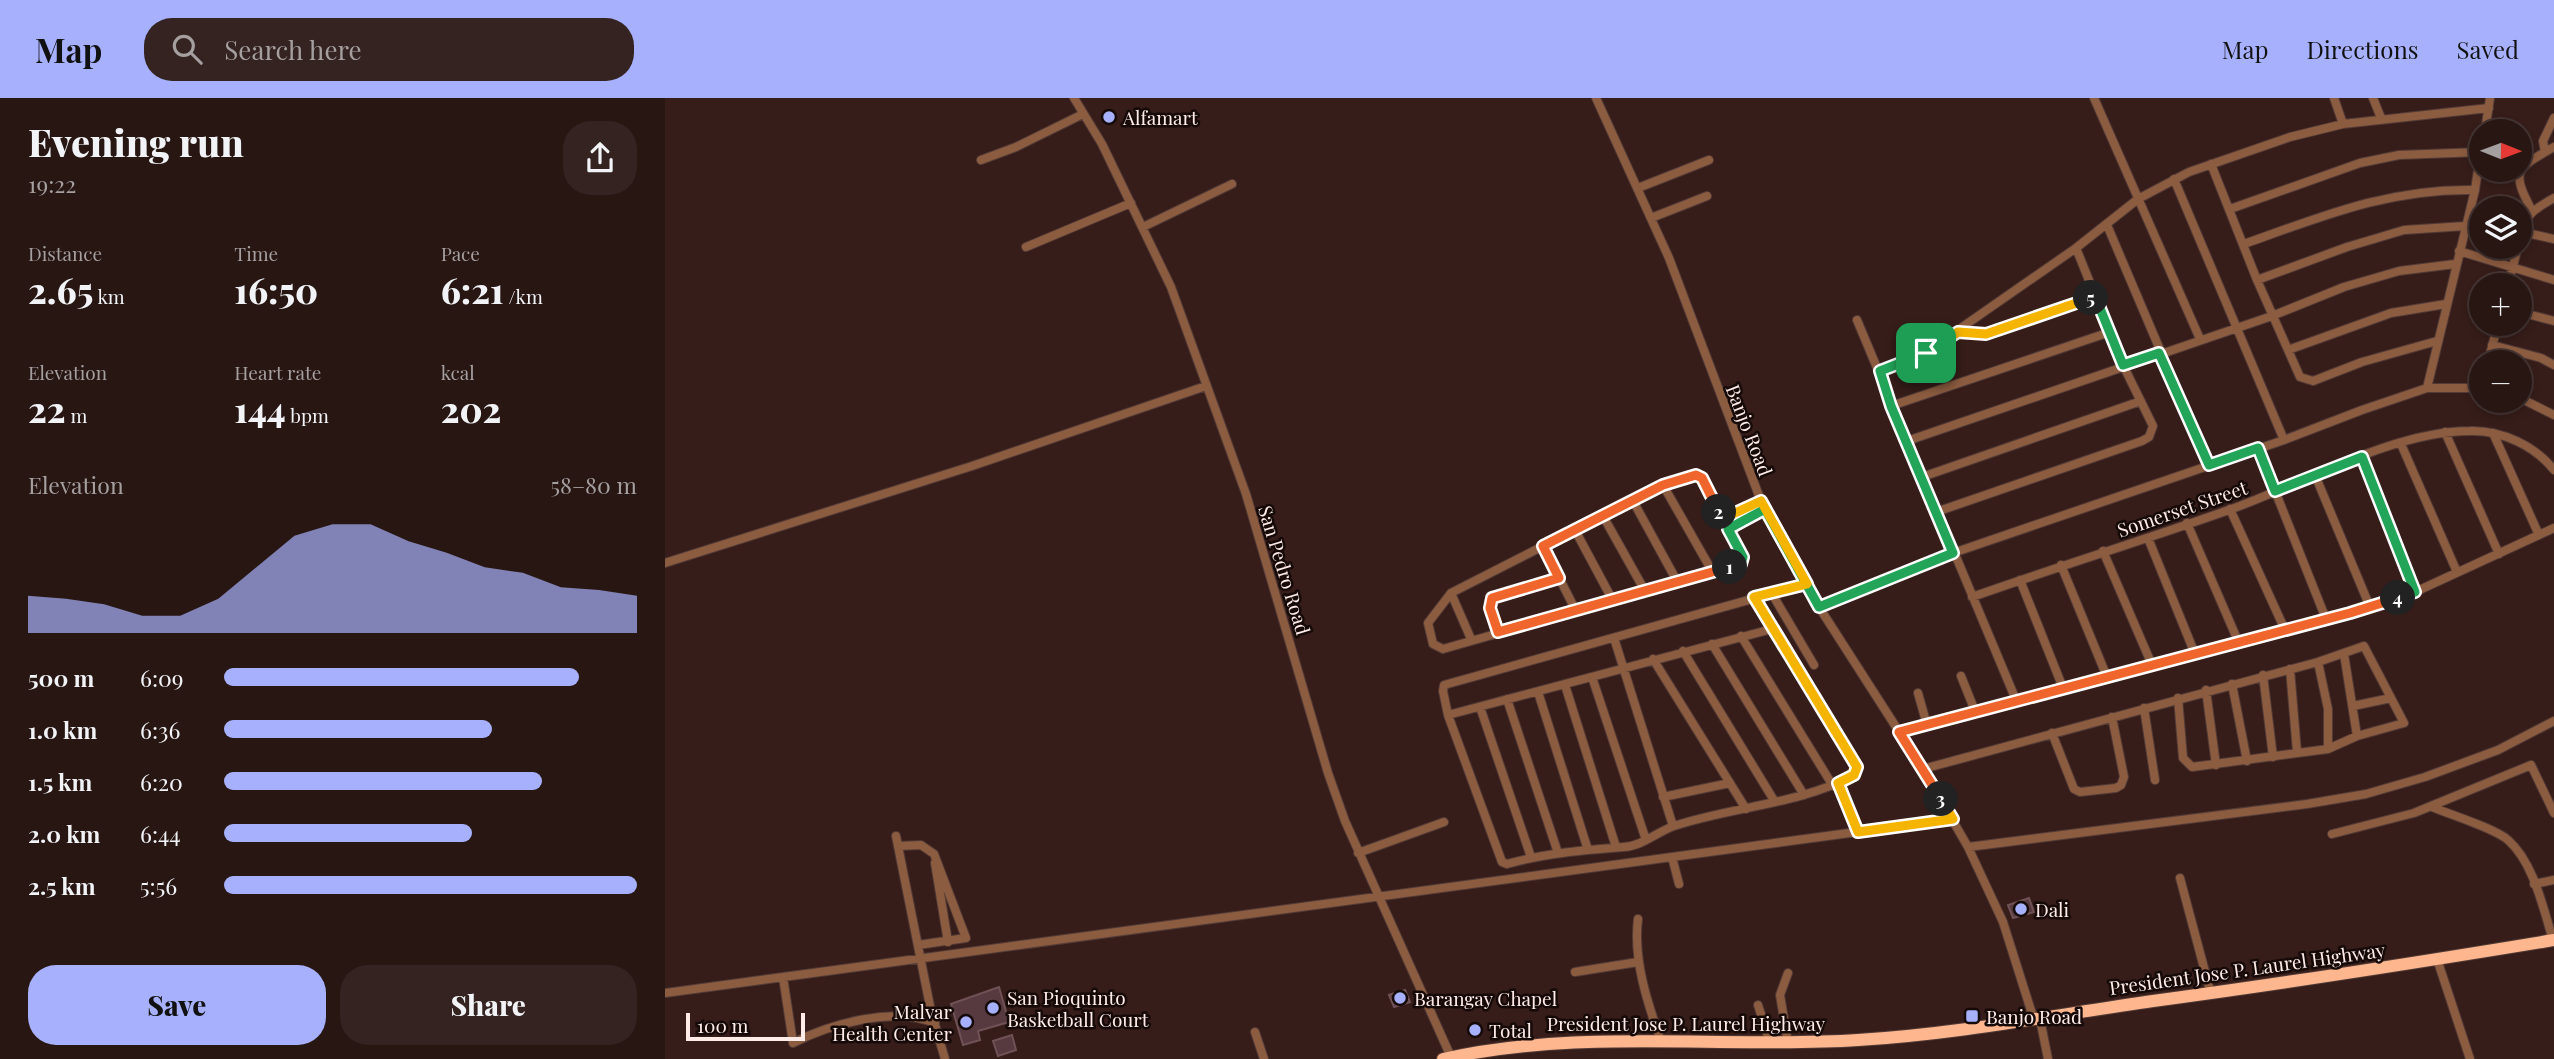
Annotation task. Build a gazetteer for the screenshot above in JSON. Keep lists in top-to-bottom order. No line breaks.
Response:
{"streets":{"highway":["President Jose P. Laurel Highway"],"street":["Banjo Road","Somerset Street","San Pedro Road"]},"crossings":[["Banjo Road","President Jose P. Laurel Highway"],["San Pedro Road","President Jose P. Laurel Highway"]],"places":{"other":["Alfamart","Dali","Barangay Chapel","San Pioquinto Basketball Court","Malvar Health Center","Total"],"transit":["Banjo Road"]},"scale_bar":"100 m","north":"right","page":{"header":"Map","search":"Search here","nav":["Map","Directions","Saved"],"heading":["Evening run","19:22"],"map_buttons":["+","−"],"stats":[["Distance","2.65 km"],["Time","16:50"],["Pace","6:21 /km"],["Elevation","22 m"],["Heart rate","144 bpm"],["kcal","202"]],"pins":["5","2","1","4","3"],"chart":["Elevation","58–80 m"],"list":[{"name":"500 m","note":"6:09"},{"name":"1.0 km","note":"6:36"},{"name":"1.5 km","note":"6:20"},{"name":"2.0 km","note":"6:44"},{"name":"2.5 km","note":"5:56"}],"buttons":["Save","Share"],"scale":"100 m"}}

• WORK INSTRUCTIONS
Print the entire listing precisely as written, omitting the images it holds.

• REPLY TO THE EXERCISE
Annotation task. Build a gazetteer for the screenshot above in JSON. Keep lists in top-to-bottom order. No line breaks.
Response:
{"streets":{"highway":["President Jose P. Laurel Highway"],"street":["Banjo Road","Somerset Street","San Pedro Road"]},"crossings":[["Banjo Road","President Jose P. Laurel Highway"],["San Pedro Road","President Jose P. Laurel Highway"]],"places":{"other":["Alfamart","Dali","Barangay Chapel","San Pioquinto Basketball Court","Malvar Health Center","Total"],"transit":["Banjo Road"]},"scale_bar":"100 m","north":"right","page":{"header":"Map","search":"Search here","nav":["Map","Directions","Saved"],"heading":["Evening run","19:22"],"map_buttons":["+","−"],"stats":[["Distance","2.65 km"],["Time","16:50"],["Pace","6:21 /km"],["Elevation","22 m"],["Heart rate","144 bpm"],["kcal","202"]],"pins":["5","2","1","4","3"],"chart":["Elevation","58–80 m"],"list":[{"name":"500 m","note":"6:09"},{"name":"1.0 km","note":"6:36"},{"name":"1.5 km","note":"6:20"},{"name":"2.0 km","note":"6:44"},{"name":"2.5 km","note":"5:56"}],"buttons":["Save","Share"],"scale":"100 m"}}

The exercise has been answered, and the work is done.